Stanford Üniversitesi’nde bir araştırmacı olan Dr. Christopher Gardner, düşük yağlı ve düşük karbonhidratlı iki diyeti kıyaslayan bir çalışma yayınladı.
Bu diyetlerin her ikisi de işlenmemiş veya çok az işlenmiş gıdalardan oluşuyordu. Her iki diyette de kalori sayımı yapılmıyordu. Rastgele seçilmiş 609 kişinin vermesi gereken kilo miktarı 7 ila 50 arasındaydı.

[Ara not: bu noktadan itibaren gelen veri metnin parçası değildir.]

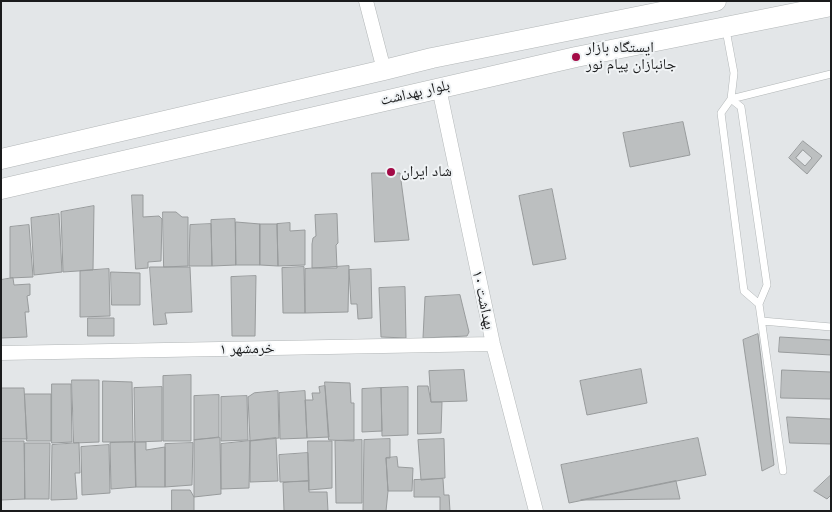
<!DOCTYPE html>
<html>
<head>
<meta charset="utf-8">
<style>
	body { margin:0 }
	#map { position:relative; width:832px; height:512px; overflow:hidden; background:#e3e6e8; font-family:"Open Sans",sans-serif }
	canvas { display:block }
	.frame { position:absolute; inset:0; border:2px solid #1a1b1c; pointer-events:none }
</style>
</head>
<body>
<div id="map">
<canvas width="832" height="512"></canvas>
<div class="frame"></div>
</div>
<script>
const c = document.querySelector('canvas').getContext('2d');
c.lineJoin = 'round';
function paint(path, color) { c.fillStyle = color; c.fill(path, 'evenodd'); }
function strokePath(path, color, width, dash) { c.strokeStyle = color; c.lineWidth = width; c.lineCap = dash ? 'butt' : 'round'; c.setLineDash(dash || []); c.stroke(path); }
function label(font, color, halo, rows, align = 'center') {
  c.font = font + ' "Open Sans","Noto Naskh Arabic",sans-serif'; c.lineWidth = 4; c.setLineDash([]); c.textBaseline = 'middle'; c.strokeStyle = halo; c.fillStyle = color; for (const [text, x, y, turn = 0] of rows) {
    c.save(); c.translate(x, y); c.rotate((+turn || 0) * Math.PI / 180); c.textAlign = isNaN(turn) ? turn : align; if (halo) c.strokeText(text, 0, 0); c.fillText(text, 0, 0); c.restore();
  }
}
const building = new Path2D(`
	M683,122l7,33 -60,12 -7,-34z
	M803,141l19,15 -15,18 -18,-16zM803,150l9,8 -7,8 -9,-8z
	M372,173h28l9,67 -34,2z
	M552,189l14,70 -33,6 -14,-69z
	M132,195h11v22l16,-1 3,3 -1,42 -13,1v6l-12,1z
	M94,206l-1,64 -30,2 -2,-60z
	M163,212h13l6,5h6v49l-24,1z
	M59,214l3,58 -28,3 -3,-57z
	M337,214l1,29 -2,2 1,23h-25v-24l1,-6 3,-2 -1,-21z
	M235,219l1,46 -24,1 -1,-46z
	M236,222l24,2v41h-24z
	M290,223v8l15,-1v35l-27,1 -1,-42z
	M211,224l1,42h-23l1,-41z
	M260,224h17l1,42 -18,-1z
	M29,225l4,52 -23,1v-51z
	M349,266l-1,46 -43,1v-44z
	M150,267h40l2,45 -27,1 2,11 -13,1z
	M304,267l1,46h-22l-1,-45z
	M109,269l1,47 -30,1v-46z
	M371,269l1,49 -14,1 -1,-15h-6l-2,-34z
	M111,272l29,1v32h-28z
	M256,276l-1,60h-23l-1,-59z
	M13,278l1,7 16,-1v11l-3,1 2,16h-4l2,25 -26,1v-58z
	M405,287l1,51 -25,-1 -2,-49z
	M460,295l9,37 -2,4 -44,2 2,-41z
	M88,318h26v18h-26z
	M758,334l16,131 -12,6 -19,-131z
	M780,337l51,3v15l-52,-3z
	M641,369l6,34 -60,12 -7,-34z
	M464,370l3,31 -36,1 -2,-31z
	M782,370l49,2v27l-50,-1z
	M191,375v66h-28v-65z
	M72,380h27v62l-25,1z
	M103,381l29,1 1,60h-30z
	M325,382l25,1 1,20h3v38l-25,-1z
	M52,384h19l1,58 -20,1z
	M325,386l4,51 -22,1 -2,-38h8l-1,-7h8l-1,-6z
	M418,386h10l3,16h11l-1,31 -23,1z
	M162,387v54l-27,1 -1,-54z
	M408,387v48l-26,1 -1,-48z
	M1,388h23l3,51h-26z
	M381,388l1,43 -20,1v-43z
	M278,391l1,47 -29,3 -2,-44 6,-4z
	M305,391l2,47 -27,1 -1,-46z
	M25,394h26v47h-24z
	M219,395v42l-25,3v-44z
	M247,396l1,44 -27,1v-44z
	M787,417l44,2v25l-41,-1z
	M220,438l1,56 -27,3v-57z
	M276,438l2,43 -28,1v-41z
	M698,438l8,37 -137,28 -8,-38z
	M390,439v19h-4l2,33 -2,20h-23l1,-71z
	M444,439l1,39 -24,2 -3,-40z
	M362,440v63h-26l-1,-62z
	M1,441h23l1,58 -24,1z
	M250,441l-1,47 -28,1v-45z
	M308,441h24v47l-23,2z
	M135,442h11v8l19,-3v40h-29z
	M135,442l1,45 -25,2 -1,-46z
	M25,443h25l-1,56h-24z
	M79,443l1,30h-5l2,26 -26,1 1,-55z
	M193,443l-1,42 -27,2v-43z
	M109,445l1,48 -28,2 -1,-48z
	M308,453l1,28 -29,1 -1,-27z
	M397,457l1,10 15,1 -1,23h-24l-2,-33z
	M831,475v20l-4,4 -13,-8z
	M443,479l1,16h5l1,16h-10v-14h-26v-17z
	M309,481v11h18l1,19h-44l-1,-28z
	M676,481l4,18 -99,1z
	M172,490h18l4,7v14h-22z`);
paint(building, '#bcbfc0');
strokePath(building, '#989b9c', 1);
const service = new Path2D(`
	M726,30l8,43 -3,26 -10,14 23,178 15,13 24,167
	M731,99l10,8 26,178 -8,19
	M731,99l100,-25
	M762,321l69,6`);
const minor = new Path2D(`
	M366,1l18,69
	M439,88l54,256 43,167
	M1,353l492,-9`);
const secondary = new Path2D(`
	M1,159l383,-89 48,-12 284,-57
	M1,189l575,-132 255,-51`);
strokePath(service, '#b2b6b7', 8);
strokePath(minor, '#b2b6b7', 15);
strokePath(secondary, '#b2b6b7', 21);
strokePath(service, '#fff', 7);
strokePath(minor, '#fff', 14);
strokePath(secondary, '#fff', 20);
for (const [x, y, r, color] of [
	[576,57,5,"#a30a46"],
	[391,172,5,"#a30a46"]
]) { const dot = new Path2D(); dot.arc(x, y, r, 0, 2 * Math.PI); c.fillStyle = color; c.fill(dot); strokePath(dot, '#f0f3f5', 2); }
label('15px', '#1a1b1c', '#f0f3f5', [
	["ایستگاه بازار",586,48],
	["جانبازان پیام نور",586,65],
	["شاد ایران",401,172]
], 'left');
label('15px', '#1a1b1c', '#f0f3f5', [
	["بلوار بهداشت",415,93,-13],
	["بهداشت ۱۰",483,300,78],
	["خرمشهر ۱",247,349,-1]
]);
</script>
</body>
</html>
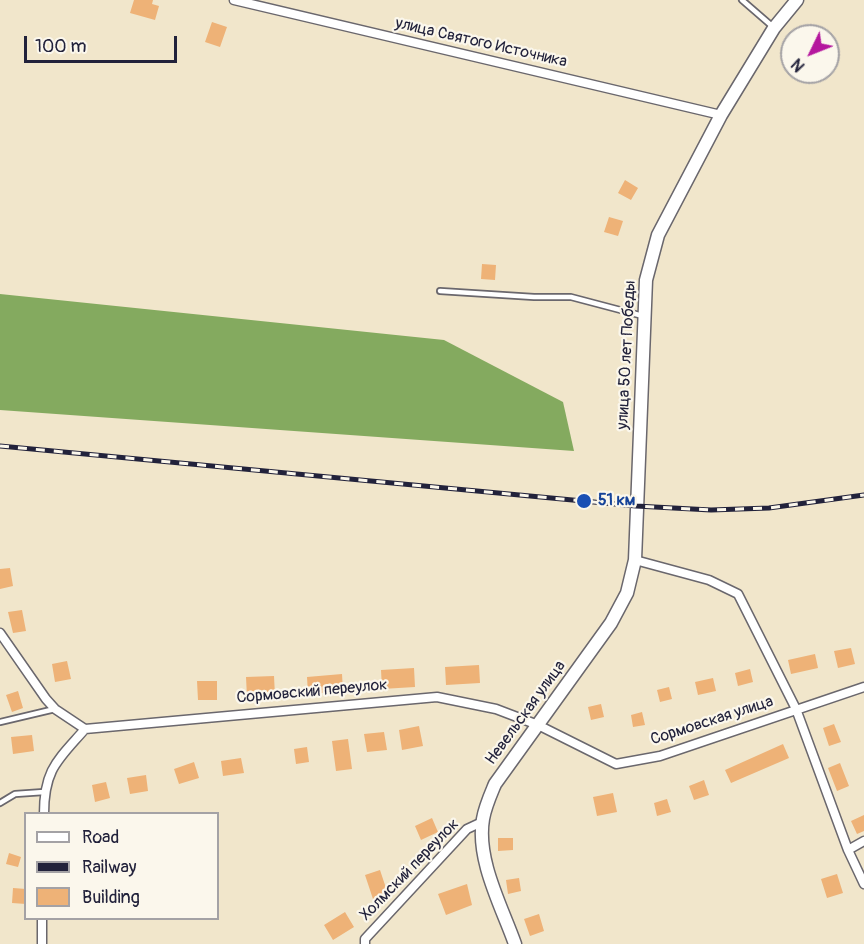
<!DOCTYPE html>
<html>
<head>
<meta charset="utf-8">
<style>
  body { margin:0 }
  #map { position:relative; width:864px; height:944px; overflow:hidden; background:#f1e6cb; font-family:Pangolin,sans-serif }
  canvas { display:block }
  .legend { position:absolute; left:24px; top:812px; width:195px; height:108px; box-sizing:border-box; background:#fbf7ec; border:2px solid #a4a2a5; margin:0; padding:8px 10px; list-style:none; font-size:18px; color:#22223b }
  .legend li { display:flex; align-items:center; gap:12px; height:30px }
  .legend b { width:30px; border:2px solid #a4a2a5 }
  .north { position:absolute; left:780px; top:24px; width:60px; height:60px; box-sizing:border-box; background:#fbf7ec; border:2px solid #a4a2a5; border-radius:50%; rotate:227deg; font-size:16px; font-weight:700; line-height:24px; text-align:center; color:#22223b }
  .north::after { content:''; display:block; margin:auto; width:21px; height:27px; background:#b5179e; clip-path:polygon(50% 0,100% 100%,50% 72%,0 100%) }
  .scale { position:absolute; left:24px; top:36px; width:153px; height:27px; box-sizing:border-box; border:3px solid #22223b; border-top:0; padding-left:8px; font-size:18px; line-height:21px; white-space:nowrap; color:#22223b; -webkit-text-stroke:4px #fbf7ec; paint-order:stroke }
</style>
</head>
<body>
<div id="map">
<canvas width="864" height="944"></canvas>
<ul class="legend">
<li><b style="height:8px;background:#fff"></b>Road</li>
<li><b style="height:8px;background:#22223b"></b>Railway</li>
<li><b style="height:16px;background:#eeb277"></b>Building</li>
</ul>
<div class="north">N</div>
<div class="scale">100 m</div>
</div>
<script>
const g = document.querySelector('canvas').getContext('2d');
g.lineJoin = 'round';
function fill(path, color) { g.fillStyle = color; g.fill(path, 'evenodd'); }
function strokePath(path, color, width, dash) { g.strokeStyle = color; g.lineWidth = width; g.lineCap = dash ? 'butt' : 'round'; g.setLineDash(dash || []); g.stroke(path); }
function label(font, color, halo, rows, align = 'center') {
  g.font = font + ' Pangolin,sans-serif'; g.lineWidth = 4.5; g.setLineDash([]); g.textBaseline = 'middle'; g.strokeStyle = halo; g.fillStyle = color; for (const [text, x, y, turn = 0] of rows) {
    g.save(); g.translate(x, y); g.rotate((+turn || 0) * Math.PI / 180); g.textAlign = isNaN(turn) ? turn : align; if (halo) g.strokeText(text, 0, 0); g.fillText(text, 0, 0); g.restore();
  }
}
const forest = new Path2D(`
  M0,294L444,340L563,402L574,451L0,410Z`);
const building = new Path2D(`
  M134,0H153L152,4L159,6L155,20L130,13Z
  M212,22L227,27L220,47L205,42Z
  M625,180L638,188L631,200L618,193Z
  M609,217L623,221L618,236L604,232Z
  M482,264L496,265L495,280L481,279Z
  M10,568L13,586L0,589V569Z
  M22,610L26,631L13,633L8,612Z
  M851,648L855,664L838,668L834,651Z
  M815,654L818,668L791,674L788,660Z
  M67,661L71,679L55,682L52,664Z
  M479,665L480,683L446,685L445,667Z
  M414,668L415,687L382,689L381,670Z
  M750,669L753,682L738,686L735,673Z
  M342,674L343,691L308,694L307,677Z
  M274,676L275,696L247,697L246,677Z
  M713,678L716,691L698,695L695,682Z
  M197,681H217V700H198Z
  M669,687L672,699L660,702L657,690Z
  M18,691L23,708L12,712L6,695Z
  M601,704L604,717L591,720L588,707Z
  M642,712L645,725L633,727L631,715Z
  M834,724L841,742L829,746L823,728Z
  M419,726L423,746L402,750L399,730Z
  M384,732L387,750L367,752L364,734Z
  M32,735L34,751L13,754L11,737Z
  M348,739L352,769L336,771L332,741Z
  M783,744L789,758L731,783L725,770Z
  M307,747L309,762L296,764L294,749Z
  M241,758L244,773L223,776L221,761Z
  M194,762L199,778L179,784L174,769Z
  M840,763L849,786L837,791L828,768Z
  M146,775L148,791L130,794L127,778Z
  M704,780L709,795L694,800L689,786Z
  M106,782L110,798L95,802L92,785Z
  M613,793L617,812L597,816L593,797Z
  M667,799L671,812L657,816L654,803Z
  M864,815V831L857,834L851,821Z
  M432,818L438,832L421,840L415,826Z
  M498,838H513V850L498,851Z
  M9,853L21,857L18,867L6,864Z
  M380,870L388,894L373,899L365,875Z
  M837,874L843,893L827,898L821,879Z
  M519,878L521,891L508,894L506,880Z
  M467,884L472,905L446,915L438,894Z
  M13,888L26,889V904L12,903Z
  M345,912L354,927L333,940L324,925Z
  M539,914L544,931L530,936L524,919Z`);
const lane = new Path2D(`
  M742,0L772,26
  M440,291L534,297H571L643,316
  M0,722L55,709
  M0,803L15,794L44,792`);
const street = new Path2D(`
  M234,0L721,115
  M635,560L709,580L738,594L796,709L848,850L864,884
  M0,633L46,699L55,709L85,729
  M85,729L437,697L496,709L538,725L616,764L660,756L864,687
  M44,814C44,769 58,760 85,729
  M848,850L864,841
  M42,944V918
  M365,944V939L467,829L482,822`);
const secondary = new Path2D(`
  M515,944C502,907 476,860 483,819C485,807 490,796 495,784L611,623L627,593L635,560L646,280L658,235L721,115L774,28L797,0`);
const rail = new Path2D(`
  M0,446L636,506L711,510L769,508L864,495`);
const markers = [
  [584,501,8,"#1a4fb4"]
];
const streetNames = [
  ["улица Святого Источника",481,43,13],
  ["улица 50 лет Победы",627,355,-87],
  ["Сормовский переулок",312,692,-5],
  ["Невельская улица",526,713,-54],
  ["Сормовская улица",712,721,-18],
  ["Холмский переулок",410,870,-46]
];
const transitNames = [
  ["51 км",598,501]
];
fill(forest, '#84aa5f');
fill(building, '#eeb277');
strokePath(lane, '#6a676d', 8);
strokePath(street, '#6a676d', 11);
strokePath(secondary, '#6a676d', 15);
strokePath(lane, '#fff', 4.5);
strokePath(street, '#fff', 8);
strokePath(secondary, '#fff', 12);
strokePath(rail, '#22223b', 5);
strokePath(rail, '#fbf7ec', 3, [9]);
for (const [x, y, r, color] of markers) { const dot = new Path2D(); dot.arc(x, y, r, 0, 2 * Math.PI); g.fillStyle = color; g.fill(dot); strokePath(dot, '#fbf7ec', 2); }
label('16px', '#22223b', '#fbf7ec', streetNames);
label('bold 16px', '#164399', '#fbf7ec', transitNames, 'left');
</script>
</body>
</html>
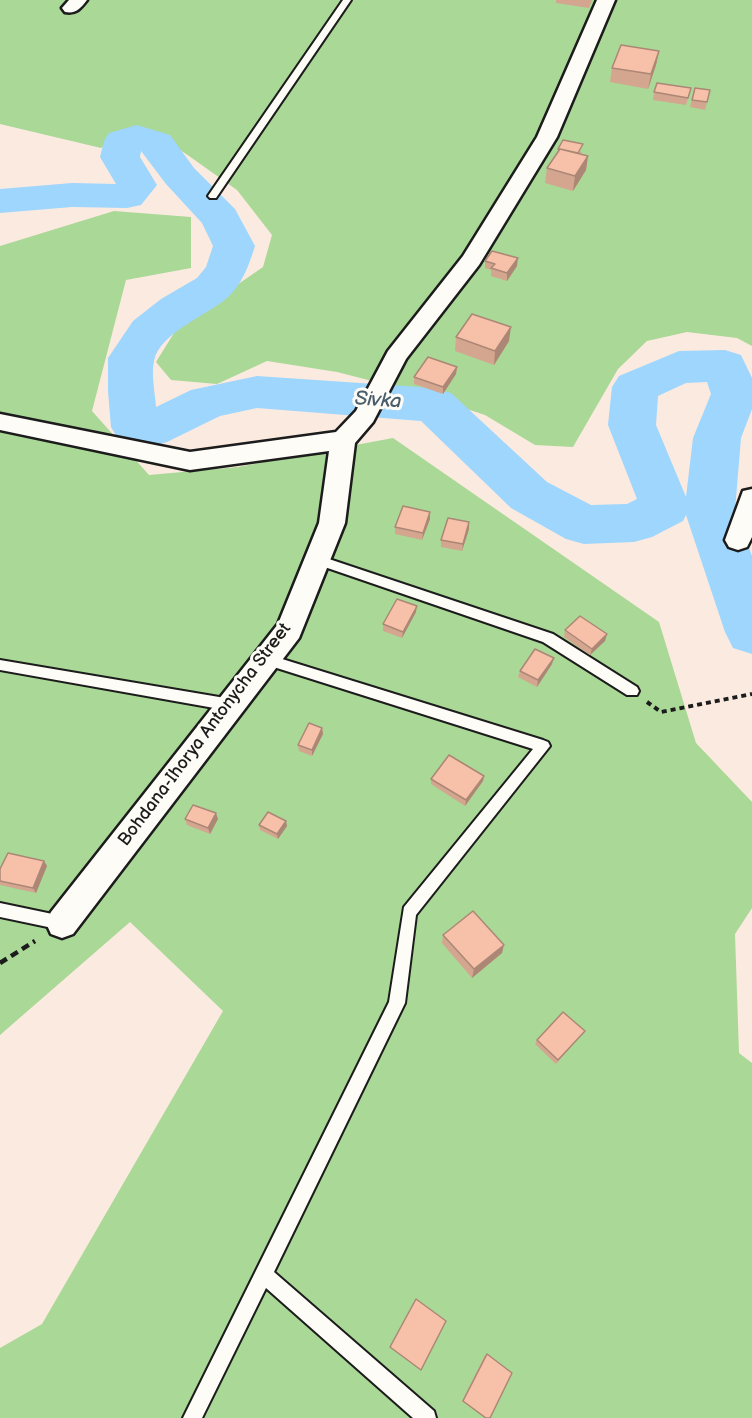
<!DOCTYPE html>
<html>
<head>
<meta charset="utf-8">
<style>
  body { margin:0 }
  canvas { display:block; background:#fbeadf }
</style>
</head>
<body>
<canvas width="752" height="1418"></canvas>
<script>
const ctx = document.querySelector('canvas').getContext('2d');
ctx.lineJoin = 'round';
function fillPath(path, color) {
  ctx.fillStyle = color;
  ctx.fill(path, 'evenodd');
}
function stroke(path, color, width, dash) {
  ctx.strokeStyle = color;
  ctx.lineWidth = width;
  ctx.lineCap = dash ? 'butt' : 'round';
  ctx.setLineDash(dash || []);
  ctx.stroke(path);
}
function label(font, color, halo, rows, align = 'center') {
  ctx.font = font + ' "Balsamiq Sans",sans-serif';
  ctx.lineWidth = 6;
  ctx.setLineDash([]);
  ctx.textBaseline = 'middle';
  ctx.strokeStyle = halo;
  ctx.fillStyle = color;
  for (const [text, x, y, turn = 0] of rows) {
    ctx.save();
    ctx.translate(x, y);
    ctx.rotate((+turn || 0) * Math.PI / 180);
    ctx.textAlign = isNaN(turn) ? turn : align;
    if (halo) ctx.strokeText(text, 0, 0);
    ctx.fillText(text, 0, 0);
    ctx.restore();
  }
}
fillPath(new Path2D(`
  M0,0H752V346L737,338L687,332L647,341L618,369L573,447L535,445L485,415L415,392L337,372L267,361L217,384L171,380L156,362L179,325L263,267L272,235L237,190L189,156L155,133L126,130L101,148L0,124Z
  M114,211L191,217V268L126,280L92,411L149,475L238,467L393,438L659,622L696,743L752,802V908L735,934L739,1053L752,1063V1418H0V1348L42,1324L223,1011L130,922L0,1035V246Z`), '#aad897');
fillPath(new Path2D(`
  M137,125L170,135L194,168L235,209L255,246C249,265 242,285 227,298C208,315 159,333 154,361C151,375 155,393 156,407L191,390L257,376L434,388L451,393L547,482L591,505L627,504L637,499L608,425L612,387L619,376L679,351L725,350L741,355L752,378V409L741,438L735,510L752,556V654L733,648L725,632L686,515L683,521L652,537L634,542L584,544L566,539L511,508L421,421L257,408L220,416L167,442L150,447L118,439L111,427L108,391V358L133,321L161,299L197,278L206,267L213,246L202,223L166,184L141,151L140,157L157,185L141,205L127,208L72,207L0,213V189L72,183L116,184L100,157L104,141L109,133ZM707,382L711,394L693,438L686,497L656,425L658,396L686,383Z`), '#9ed6fe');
const lane = new Path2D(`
  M343,0H351L216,198H210L208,196Z
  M317,555L553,634L637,687L639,691L637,695H627L543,642L313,563L311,560L313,557Z
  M266,654L543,740L548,742L550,746L416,915L405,1003L274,1272L434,1411L436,1418H413L266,1288L202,1418H183L389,1002L404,907L533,749L261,663L259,659L261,655Z
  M0,660L231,699L236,701L238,705L236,709L231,711L0,670Z
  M0,903L62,916L67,918L70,923L67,928L62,930L0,917Z`);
const street = new Path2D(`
  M69,0H87C80,9 76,14 65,12L62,8Z
  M597,0H615L557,137L479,265L406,359L373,422L355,443L345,523L299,638L73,934L62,938L51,934L46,923L51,912L278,624L319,523L329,451L190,470L0,430V414L190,452L336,432L356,411L388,351L463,256L537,137Z
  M752,489V537L747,547L738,550L729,547L725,540L743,491Z`);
stroke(lane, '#1c1c1c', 4);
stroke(street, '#1c1c1c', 5);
stroke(new Path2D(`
  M647,702L661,712L752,694`), '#1c1c1c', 4, [5, 4]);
stroke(new Path2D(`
  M0,963L35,941`), '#1c1c1c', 4.5, [8, 5]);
fillPath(lane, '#fdfcf7');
fillPath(street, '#fdfcf7');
fillPath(new Path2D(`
  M556,0H592L589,8L556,3Z
  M659,51L656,65L648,89L610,82L612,68Z
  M691,88L686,105L653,100L654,92Z
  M695,88L710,90L705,110L690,107Z
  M558,149L582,152L581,154L588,156L586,170L573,191L545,183L547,168L558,153Z
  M485,261L517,266L507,281L491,276V270L485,268Z
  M456,337L509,341L494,365L455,351Z
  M457,367L456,374L443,394L414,384V377Z
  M430,519L422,540L395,534V527Z
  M469,529L462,551L441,547V540Z
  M416,612L402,638L383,631V624Z
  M565,630L607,634L605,641L590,655L564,637Z
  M552,664L537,687L518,677L520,671Z
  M322,728L323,734L312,756L299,751L298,745Z
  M484,776L483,781L465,806L431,784V779Z
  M185,819H218L210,834L187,825Z
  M259,825L287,826L278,839L260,830Z
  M44,861L47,866L36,893L0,885V869Z
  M443,935L502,953L472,978L442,943Z
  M582,1034L556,1064L535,1044L537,1040Z
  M487,1354L490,1418H485L462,1401L485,1355Z`), '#d4a690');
fillPath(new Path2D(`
  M659,51L656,65L648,89L651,74Z
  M588,156L586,170L573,191L575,176Z
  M518,258L517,266L507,281V273Z
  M511,327L509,341L494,365L495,351Z
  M457,367L456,374L443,394V387Z
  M430,512V519L422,540L423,533Z
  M469,522V529L462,551L463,544Z
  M417,606L416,612L402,638L403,632Z
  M607,634L605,641L590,655L592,649Z
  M554,658L552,664L537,687L538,680Z
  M322,728L323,734L312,756V750Z
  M484,776L483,781L465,806L466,800Z
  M216,813L218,819L210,834L208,828Z
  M286,821L287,826L278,839L277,834Z
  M44,861L47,866L36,893L33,888Z
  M504,945L502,953L472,978L474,969Z`), '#ac8776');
const building = new Path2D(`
  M621,45L659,51L651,74L612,68Z
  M657,83L691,88L688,98L654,92Z
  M695,88L710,90L707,102L692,100Z
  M563,140L583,144L578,153L560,149H558Z
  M560,149L588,156L575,176L547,168Z
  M492,251L518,258L507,273L491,268L495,264L485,261Z
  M472,314L511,327L495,351L456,337Z
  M428,357L457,367L443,387L414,377Z
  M403,506L430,512L423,533L395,527Z
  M448,518L469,522L463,544L441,540Z
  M397,599L417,606L403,632L383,624Z
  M580,616L607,634L592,649L565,630Z
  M535,649L554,658L538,680L520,671Z
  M309,723L322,728L312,750L298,745Z
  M449,755L484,776L466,800L431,779Z
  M193,805L216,813L208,828L185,819Z
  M268,812L286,821L277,834L259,825Z
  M8,853L44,861L33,888L0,881V869Z
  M473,911L504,945L474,969L443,935Z
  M563,1012L585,1031L558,1060L537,1040Z
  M416,1299L446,1321L421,1370L390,1347Z
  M487,1354L512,1373L490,1418H486L463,1401Z`);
fillPath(building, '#f6c1a8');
stroke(building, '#ac8776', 1.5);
label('18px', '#1c1c1c', '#fdfcf7', [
  ["Bohdana-Ihorya Antonycha Street",205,735,-53]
]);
label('italic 20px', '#4a5d6b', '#fdfcf7', [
  ["Sivka",378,401,4]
]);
</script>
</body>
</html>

Çalışmanın sonunda çok ilginç bir bulgu ortaya çıktı. Her iki diyeti de yapanların sonuçları neredeyse aynıydı. Diğer şaşırtıcı sonuç ise kilo fark etmeksizin, katılımcıların neredeyse hepsi daha tok hissettiklerini söyledi. Kısaca, karbonhidratlar ve yağlarla dolu besinleri tüketmek size daha uzun süre enerji vererek atıştırma isteğini azalttığı anlamına gelmekteydi.
Beslenme uzmanı James; her iyi diyetin yüzde 75’i bitkisel besin, yüzde 25’inin de hayvansal protein içermesi gerektiğine vurgu yapıyor. Ayrıca bir diyet planını uygularken neyi neden yediğinizi veya yemediğinizi anlamanın da önemli olduğunu belirtiyor.
Bu durum, gıda ile olan ilişkinizi anlamak için önemli bir ilk adım, hatta başarılı şekilde kilo vermek için de anahtar niteliğinde.
Ne kadar etkili olduğu meçhul popüler diyetler yerine yiyeceklere, size fayda sağlayacak ve vücut sağlığınızı iyileştirecek gıdalar olarak yaklaşmakta fayda var. Bu açıdan baktığınızda yemekler dost ve düşman olarak görünmeyecek ve sağlıklı bir beden ve ruh için de ilk adımınızı atmış olacaksınız.